Note: We do not have a true "quadratic" equation, because $[x]$ is not a constant. As such, we cannot blindly apply the quadratic formula. Can you explain how to solve that equation properly?

Also, if you are applying the quadratic formula, you should explain why the negative root is ignored.

Calvin Lin Staff - 6 years, 6 months ago

$x \in R^{+}$ so negative root rejected.

Krishna Sharma - 6 years, 6 months ago

The question is, how do you know that there are no further solutions? Even though it "looks like" a quadratic equation, that does not mean that it only has 2 solutions. For example, the equation $x^2 - \lfloor x \rfloor x = 1$ has infinitely many solutions.

Calvin Lin Staff - 6 years, 6 months ago

@Calvin Lin – Note that ' $x$ ' may vary but $\frac{x}{[x]}$ can be constant.

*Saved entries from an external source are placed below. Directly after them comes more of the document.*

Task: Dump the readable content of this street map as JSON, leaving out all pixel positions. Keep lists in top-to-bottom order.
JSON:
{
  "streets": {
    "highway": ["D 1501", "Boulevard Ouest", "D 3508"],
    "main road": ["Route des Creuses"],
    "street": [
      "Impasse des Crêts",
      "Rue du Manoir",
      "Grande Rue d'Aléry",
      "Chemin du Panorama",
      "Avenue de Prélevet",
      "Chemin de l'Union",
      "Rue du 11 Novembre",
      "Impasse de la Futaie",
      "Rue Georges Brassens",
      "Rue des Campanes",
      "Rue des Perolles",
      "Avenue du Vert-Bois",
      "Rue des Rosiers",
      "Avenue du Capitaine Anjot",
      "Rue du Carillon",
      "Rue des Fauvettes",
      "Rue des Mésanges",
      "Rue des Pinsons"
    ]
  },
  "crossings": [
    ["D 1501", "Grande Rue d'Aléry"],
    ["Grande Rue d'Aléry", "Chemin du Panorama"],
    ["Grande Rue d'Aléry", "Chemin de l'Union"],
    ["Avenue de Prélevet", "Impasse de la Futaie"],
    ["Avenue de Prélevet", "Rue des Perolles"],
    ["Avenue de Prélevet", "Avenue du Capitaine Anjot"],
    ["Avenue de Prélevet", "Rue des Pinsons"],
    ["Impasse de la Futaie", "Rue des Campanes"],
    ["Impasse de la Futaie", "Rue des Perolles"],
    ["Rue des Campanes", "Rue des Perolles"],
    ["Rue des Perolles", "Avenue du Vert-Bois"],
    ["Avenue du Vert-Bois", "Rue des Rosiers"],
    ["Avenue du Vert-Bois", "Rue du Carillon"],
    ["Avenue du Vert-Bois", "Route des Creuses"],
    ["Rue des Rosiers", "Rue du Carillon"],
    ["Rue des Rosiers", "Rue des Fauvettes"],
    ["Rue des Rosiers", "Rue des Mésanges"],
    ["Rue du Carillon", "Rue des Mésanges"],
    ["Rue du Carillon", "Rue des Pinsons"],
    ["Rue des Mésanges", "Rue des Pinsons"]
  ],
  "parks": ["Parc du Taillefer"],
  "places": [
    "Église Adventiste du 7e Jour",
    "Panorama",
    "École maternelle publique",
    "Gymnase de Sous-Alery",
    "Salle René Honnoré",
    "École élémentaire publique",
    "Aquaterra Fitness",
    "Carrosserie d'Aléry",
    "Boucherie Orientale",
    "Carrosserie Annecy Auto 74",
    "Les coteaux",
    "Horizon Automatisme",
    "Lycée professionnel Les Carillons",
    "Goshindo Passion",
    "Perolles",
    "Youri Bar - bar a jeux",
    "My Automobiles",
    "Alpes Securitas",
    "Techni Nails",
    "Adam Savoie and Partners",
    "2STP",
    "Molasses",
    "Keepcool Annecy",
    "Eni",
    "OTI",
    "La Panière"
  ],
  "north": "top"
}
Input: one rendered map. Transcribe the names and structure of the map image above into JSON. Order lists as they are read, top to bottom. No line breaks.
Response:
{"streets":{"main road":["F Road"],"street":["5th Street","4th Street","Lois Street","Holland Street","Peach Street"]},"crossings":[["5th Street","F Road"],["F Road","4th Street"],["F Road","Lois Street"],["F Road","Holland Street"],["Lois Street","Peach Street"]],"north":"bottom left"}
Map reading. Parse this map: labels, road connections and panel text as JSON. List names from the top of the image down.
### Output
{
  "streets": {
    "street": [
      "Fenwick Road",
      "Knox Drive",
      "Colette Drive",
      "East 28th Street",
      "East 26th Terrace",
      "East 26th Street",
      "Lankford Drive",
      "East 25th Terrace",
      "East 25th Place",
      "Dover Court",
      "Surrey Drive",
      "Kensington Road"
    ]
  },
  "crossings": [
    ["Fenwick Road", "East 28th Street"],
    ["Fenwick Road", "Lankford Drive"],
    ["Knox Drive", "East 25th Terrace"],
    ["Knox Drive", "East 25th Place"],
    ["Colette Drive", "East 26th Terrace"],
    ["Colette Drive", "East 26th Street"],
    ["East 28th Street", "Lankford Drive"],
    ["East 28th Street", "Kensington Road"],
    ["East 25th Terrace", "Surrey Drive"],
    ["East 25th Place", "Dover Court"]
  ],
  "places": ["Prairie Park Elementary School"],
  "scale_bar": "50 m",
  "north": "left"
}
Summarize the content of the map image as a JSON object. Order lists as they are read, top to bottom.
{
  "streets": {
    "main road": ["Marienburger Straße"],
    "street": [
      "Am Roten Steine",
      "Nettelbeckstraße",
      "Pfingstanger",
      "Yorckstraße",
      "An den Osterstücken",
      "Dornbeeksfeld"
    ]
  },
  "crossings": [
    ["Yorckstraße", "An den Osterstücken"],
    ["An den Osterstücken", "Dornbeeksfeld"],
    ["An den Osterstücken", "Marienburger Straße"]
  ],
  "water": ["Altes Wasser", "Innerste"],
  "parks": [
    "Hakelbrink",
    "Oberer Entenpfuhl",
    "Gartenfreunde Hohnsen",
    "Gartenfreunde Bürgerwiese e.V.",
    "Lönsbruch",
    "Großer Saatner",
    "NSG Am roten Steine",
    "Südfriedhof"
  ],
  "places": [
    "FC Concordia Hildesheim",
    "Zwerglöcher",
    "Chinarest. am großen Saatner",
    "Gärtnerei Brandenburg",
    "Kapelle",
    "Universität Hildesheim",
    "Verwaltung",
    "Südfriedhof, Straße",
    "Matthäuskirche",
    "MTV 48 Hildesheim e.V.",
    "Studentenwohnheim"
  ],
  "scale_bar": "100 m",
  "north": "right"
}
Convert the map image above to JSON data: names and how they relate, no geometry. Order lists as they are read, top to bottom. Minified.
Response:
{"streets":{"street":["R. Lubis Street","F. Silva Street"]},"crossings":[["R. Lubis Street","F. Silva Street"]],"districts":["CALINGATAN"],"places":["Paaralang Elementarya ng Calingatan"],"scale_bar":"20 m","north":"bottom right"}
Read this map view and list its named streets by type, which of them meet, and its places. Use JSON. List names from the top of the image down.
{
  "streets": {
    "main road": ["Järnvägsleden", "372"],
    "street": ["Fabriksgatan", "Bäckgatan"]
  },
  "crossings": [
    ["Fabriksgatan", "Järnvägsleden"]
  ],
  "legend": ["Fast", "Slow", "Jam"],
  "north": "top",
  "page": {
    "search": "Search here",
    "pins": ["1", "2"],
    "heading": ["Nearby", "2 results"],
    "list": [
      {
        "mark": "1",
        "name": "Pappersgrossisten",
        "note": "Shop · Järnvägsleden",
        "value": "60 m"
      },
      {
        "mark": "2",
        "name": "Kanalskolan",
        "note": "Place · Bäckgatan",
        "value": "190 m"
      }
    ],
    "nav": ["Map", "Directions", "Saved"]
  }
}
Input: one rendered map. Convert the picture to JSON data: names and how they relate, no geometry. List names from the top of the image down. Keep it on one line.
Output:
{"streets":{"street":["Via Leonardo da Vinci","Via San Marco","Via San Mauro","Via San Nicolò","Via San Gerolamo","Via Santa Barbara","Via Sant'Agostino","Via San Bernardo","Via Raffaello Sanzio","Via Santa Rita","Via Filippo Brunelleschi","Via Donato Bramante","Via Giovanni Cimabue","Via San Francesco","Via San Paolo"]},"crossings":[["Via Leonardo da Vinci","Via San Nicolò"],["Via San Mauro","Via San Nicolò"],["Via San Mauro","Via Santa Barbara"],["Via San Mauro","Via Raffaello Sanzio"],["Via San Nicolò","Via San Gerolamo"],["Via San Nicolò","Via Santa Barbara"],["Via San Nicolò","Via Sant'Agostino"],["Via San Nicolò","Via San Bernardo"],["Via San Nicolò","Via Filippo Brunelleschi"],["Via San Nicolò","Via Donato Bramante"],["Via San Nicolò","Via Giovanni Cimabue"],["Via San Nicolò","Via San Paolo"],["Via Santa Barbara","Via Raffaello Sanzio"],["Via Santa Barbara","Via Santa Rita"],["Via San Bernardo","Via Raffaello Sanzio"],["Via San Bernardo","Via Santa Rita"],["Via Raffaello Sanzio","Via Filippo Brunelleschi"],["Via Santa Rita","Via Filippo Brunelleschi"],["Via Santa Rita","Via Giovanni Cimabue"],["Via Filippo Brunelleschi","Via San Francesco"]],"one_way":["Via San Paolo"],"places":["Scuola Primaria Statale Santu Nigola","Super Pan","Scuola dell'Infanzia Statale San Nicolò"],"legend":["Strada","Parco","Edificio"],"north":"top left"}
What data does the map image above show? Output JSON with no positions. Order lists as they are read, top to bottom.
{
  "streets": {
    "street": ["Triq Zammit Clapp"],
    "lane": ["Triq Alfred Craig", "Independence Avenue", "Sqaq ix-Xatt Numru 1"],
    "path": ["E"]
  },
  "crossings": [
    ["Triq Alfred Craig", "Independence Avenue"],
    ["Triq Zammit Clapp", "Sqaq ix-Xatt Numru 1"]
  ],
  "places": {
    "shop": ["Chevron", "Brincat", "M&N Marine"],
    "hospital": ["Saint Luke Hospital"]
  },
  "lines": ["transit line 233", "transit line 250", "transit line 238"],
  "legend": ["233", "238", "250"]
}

In your quadratic we cannot apply quadratic formula because it would become more complicated. (no common factor comes out). Quadratic formula helps sometimes(like in original problem) if not then go with I-F method.

Krishna Sharma - 6 years, 6 months ago

@Krishna Sharma – Right. So the point is "how do you know that there are no further solutions, other than the class that you listed?"

Furthermore, Is every value of $\frac{ n + n \sqrt{5} } { 2}$ a solution? E.g. with $n = 2$ , we get $x = 3 . 236 \ldots$ , and $0.236, 3, 3.236$ is not a geometric progression, so it doesn't satisfy the original condition in the question. How was this extraneous solution introduced?

Calvin Lin Staff - 6 years, 6 months ago

@Calvin Lin – Clearing everything

Q1:- How can you apply quadratic formula when [x] is variable?

A:- yes, quadratic formula can be applied if you are not satisfied divide the quadratic by $[x]^{2}$ then put $\frac{x}{[x]} = t$ .

Q2 :- How can you say there is only one solution of the problem? (x= 0 not included)

A:- let $\displaystyle x = \frac{k(1 + \sqrt{5})}{2}$ where $k \in Z$

We will solve $\displaystyle \frac{x}{[x]} = \phi$

Put k= 1 we will get $x = \phi$ (only solution)

Put k= 2 we will get $\frac{x}{[x]} = \frac{2\phi}{3}$ which would not satisfy,

As you go on substituting 'k' the difference of numerator and denominator of coefficient of $\phi$ will go on increasing hence you can say there is only 1 solution.

I hope this clarification is enough.

Krishna Sharma - 6 years, 6 months ago

@Krishna Sharma – Great! Using the approach of $t = \frac{ x} { \lfloor x \rfloor }$ was what I was thinking of. We can then solve it as a quadratic equation, and are only interested in $t > 0$ . This give us $t = \phi$ as the solution.

We then have to verify that there is an $x$ value which yields this corresponding $t$ value. In this case, setting $x = \phi$ , we get $\lfloor x \rfloor = 1$ and thus $t = \phi$ .

Note that interestingly, there are no other solutions. Because, if $\lfloor x \rfloor x = n \geq 2$ , then we must have $x = n \phi > n + 1$ . But this would contradict $\lfloor x \rfloor = n$ .

Can you add these to your solution for completeness?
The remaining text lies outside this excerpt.